The problem: Wherever "space" appears in a line of the records below, count that line, and report only the number.

___ Listed entries ___

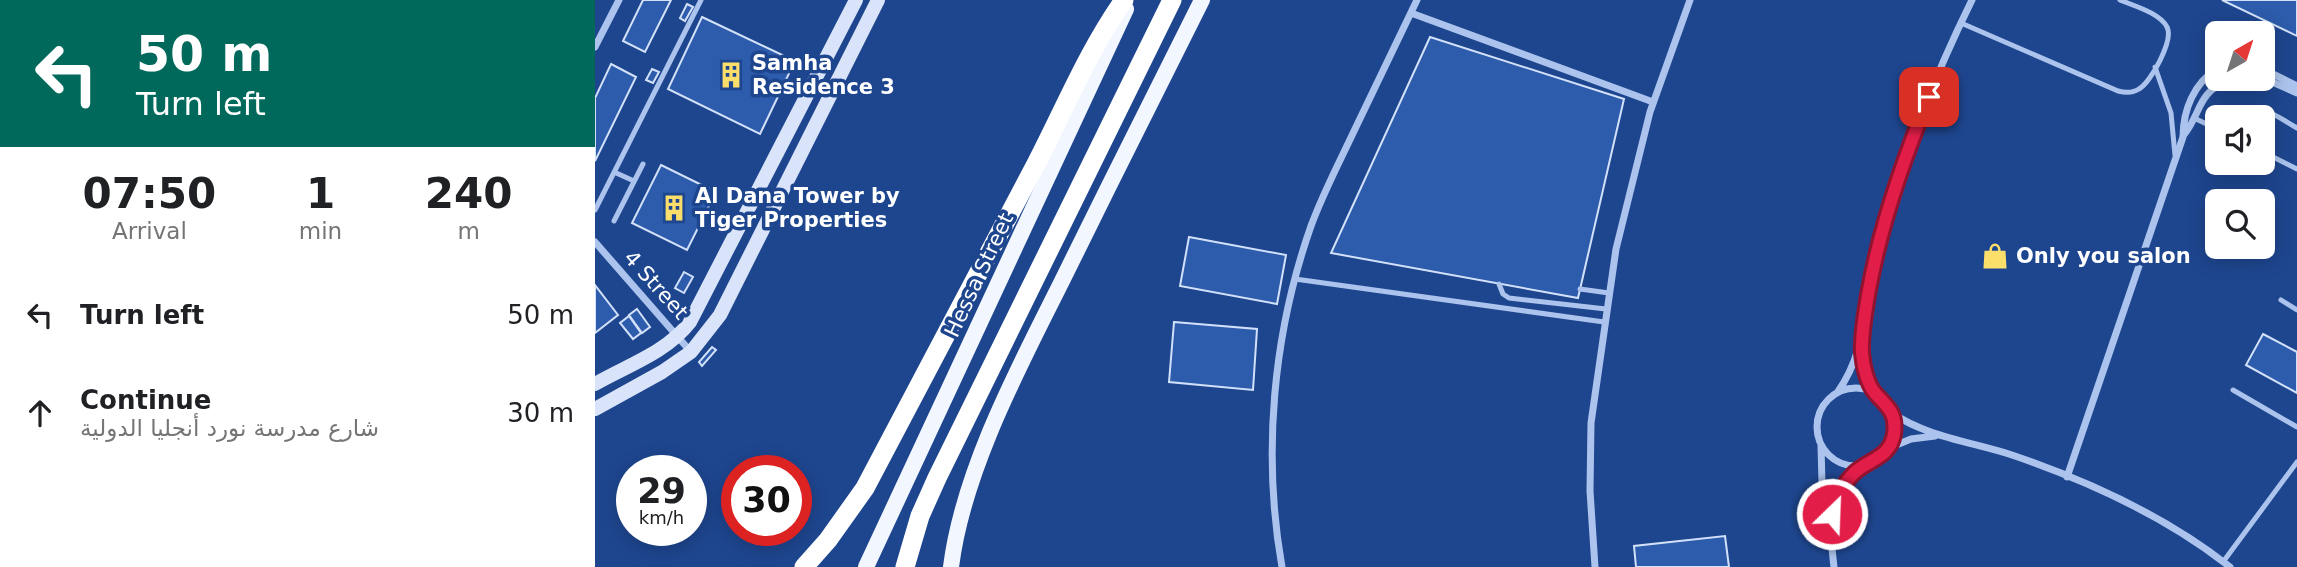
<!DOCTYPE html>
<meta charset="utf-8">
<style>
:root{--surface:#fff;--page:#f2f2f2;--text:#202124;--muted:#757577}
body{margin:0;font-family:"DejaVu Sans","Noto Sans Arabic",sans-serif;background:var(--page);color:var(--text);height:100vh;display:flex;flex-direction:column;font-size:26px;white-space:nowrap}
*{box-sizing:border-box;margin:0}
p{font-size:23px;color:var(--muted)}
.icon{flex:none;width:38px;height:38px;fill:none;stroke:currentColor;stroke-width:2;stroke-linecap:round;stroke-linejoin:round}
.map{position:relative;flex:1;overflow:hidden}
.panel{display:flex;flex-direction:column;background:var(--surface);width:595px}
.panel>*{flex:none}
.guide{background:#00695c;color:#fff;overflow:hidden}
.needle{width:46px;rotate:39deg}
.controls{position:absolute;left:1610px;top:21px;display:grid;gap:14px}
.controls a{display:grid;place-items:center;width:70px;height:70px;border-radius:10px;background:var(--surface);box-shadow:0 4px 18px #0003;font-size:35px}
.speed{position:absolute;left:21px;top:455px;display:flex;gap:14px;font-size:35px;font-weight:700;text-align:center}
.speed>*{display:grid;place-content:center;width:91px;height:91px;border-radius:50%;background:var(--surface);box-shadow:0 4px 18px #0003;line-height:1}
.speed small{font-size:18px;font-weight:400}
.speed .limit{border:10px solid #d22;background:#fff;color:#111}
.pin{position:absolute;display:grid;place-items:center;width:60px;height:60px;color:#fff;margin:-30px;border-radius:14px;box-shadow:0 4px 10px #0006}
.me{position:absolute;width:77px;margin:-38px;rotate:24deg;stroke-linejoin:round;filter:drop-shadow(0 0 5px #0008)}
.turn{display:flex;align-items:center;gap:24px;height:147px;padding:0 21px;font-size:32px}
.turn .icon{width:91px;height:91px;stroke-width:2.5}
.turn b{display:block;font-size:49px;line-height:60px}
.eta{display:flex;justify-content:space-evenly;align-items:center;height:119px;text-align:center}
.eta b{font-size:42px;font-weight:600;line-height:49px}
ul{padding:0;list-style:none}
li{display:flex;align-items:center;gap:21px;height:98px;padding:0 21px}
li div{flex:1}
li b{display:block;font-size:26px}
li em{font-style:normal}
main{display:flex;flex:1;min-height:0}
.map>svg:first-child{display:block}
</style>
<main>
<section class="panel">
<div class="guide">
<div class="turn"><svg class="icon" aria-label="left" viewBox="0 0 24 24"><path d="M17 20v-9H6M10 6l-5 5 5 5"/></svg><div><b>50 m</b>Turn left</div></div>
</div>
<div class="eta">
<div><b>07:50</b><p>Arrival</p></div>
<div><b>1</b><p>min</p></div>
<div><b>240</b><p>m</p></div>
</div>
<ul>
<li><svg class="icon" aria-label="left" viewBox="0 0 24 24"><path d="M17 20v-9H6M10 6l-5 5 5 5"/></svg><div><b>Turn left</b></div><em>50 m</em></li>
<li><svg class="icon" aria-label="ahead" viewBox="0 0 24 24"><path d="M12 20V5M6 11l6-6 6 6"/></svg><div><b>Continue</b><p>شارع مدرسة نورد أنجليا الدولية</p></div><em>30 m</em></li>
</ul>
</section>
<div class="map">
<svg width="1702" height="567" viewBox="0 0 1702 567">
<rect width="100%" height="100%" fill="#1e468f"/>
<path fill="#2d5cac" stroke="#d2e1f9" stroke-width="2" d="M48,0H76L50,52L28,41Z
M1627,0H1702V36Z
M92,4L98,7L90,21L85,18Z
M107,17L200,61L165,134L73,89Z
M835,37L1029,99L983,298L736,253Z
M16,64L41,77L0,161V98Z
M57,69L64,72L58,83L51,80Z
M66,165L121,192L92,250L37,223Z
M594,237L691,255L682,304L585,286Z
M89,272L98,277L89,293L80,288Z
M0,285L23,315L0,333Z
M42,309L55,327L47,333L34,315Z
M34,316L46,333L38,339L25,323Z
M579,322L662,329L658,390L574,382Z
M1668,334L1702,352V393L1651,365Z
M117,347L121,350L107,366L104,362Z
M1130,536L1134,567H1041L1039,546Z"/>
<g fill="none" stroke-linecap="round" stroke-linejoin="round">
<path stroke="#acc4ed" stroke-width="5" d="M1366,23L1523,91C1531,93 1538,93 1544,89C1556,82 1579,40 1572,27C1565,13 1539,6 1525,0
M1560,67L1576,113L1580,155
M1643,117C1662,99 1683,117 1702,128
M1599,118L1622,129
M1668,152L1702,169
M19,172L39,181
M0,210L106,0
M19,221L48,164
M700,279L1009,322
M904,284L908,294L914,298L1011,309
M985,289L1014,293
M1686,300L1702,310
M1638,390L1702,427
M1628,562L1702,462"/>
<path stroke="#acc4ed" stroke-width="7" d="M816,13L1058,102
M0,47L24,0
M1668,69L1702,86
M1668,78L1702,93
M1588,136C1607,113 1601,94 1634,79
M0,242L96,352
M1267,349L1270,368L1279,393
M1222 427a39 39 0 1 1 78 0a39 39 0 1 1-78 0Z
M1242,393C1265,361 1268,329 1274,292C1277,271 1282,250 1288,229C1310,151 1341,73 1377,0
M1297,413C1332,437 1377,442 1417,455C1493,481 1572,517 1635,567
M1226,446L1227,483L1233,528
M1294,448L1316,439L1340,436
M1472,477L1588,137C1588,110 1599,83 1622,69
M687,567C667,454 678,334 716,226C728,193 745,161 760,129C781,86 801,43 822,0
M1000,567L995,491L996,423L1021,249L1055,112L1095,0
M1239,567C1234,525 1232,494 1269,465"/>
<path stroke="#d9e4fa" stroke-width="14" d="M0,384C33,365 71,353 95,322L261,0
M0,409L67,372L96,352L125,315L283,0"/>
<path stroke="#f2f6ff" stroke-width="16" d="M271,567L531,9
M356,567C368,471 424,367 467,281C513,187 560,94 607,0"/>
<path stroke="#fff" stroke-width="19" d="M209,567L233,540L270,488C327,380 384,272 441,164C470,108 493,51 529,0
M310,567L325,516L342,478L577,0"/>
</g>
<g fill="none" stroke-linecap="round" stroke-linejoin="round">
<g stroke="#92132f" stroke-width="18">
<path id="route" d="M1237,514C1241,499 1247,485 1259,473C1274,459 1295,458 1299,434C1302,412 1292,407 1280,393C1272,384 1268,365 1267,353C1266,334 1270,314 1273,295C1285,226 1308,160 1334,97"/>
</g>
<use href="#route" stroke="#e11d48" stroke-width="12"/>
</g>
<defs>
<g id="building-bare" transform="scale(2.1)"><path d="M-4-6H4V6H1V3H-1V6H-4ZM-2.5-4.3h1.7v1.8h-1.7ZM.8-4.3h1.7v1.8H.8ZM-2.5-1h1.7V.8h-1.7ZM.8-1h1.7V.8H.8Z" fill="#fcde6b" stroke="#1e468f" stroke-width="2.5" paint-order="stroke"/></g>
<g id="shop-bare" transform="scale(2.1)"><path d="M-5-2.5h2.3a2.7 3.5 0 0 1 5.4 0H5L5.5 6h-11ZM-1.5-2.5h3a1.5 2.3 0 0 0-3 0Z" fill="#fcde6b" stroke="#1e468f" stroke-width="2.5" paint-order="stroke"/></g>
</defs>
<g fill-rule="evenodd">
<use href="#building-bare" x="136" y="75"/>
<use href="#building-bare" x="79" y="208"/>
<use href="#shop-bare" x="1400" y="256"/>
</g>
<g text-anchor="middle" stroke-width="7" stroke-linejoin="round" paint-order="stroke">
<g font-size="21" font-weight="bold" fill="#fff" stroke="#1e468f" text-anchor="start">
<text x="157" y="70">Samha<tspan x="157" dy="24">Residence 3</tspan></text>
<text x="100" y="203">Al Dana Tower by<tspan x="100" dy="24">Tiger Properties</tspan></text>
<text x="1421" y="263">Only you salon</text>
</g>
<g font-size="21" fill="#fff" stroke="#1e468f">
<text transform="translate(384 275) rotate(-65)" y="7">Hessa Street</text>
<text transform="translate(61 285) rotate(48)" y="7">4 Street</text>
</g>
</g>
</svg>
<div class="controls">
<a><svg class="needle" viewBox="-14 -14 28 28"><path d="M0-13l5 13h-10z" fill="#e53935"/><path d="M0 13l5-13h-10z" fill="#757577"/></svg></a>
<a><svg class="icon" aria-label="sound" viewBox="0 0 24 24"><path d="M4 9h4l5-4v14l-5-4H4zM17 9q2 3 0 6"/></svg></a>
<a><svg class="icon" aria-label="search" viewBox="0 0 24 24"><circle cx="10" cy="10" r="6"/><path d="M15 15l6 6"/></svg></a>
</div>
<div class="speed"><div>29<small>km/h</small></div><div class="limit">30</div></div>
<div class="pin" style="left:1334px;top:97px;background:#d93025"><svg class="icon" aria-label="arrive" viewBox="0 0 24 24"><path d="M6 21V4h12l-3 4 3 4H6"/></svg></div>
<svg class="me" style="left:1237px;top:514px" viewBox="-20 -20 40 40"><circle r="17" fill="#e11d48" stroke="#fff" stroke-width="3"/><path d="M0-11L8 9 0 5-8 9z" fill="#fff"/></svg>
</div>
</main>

___

Reply: 2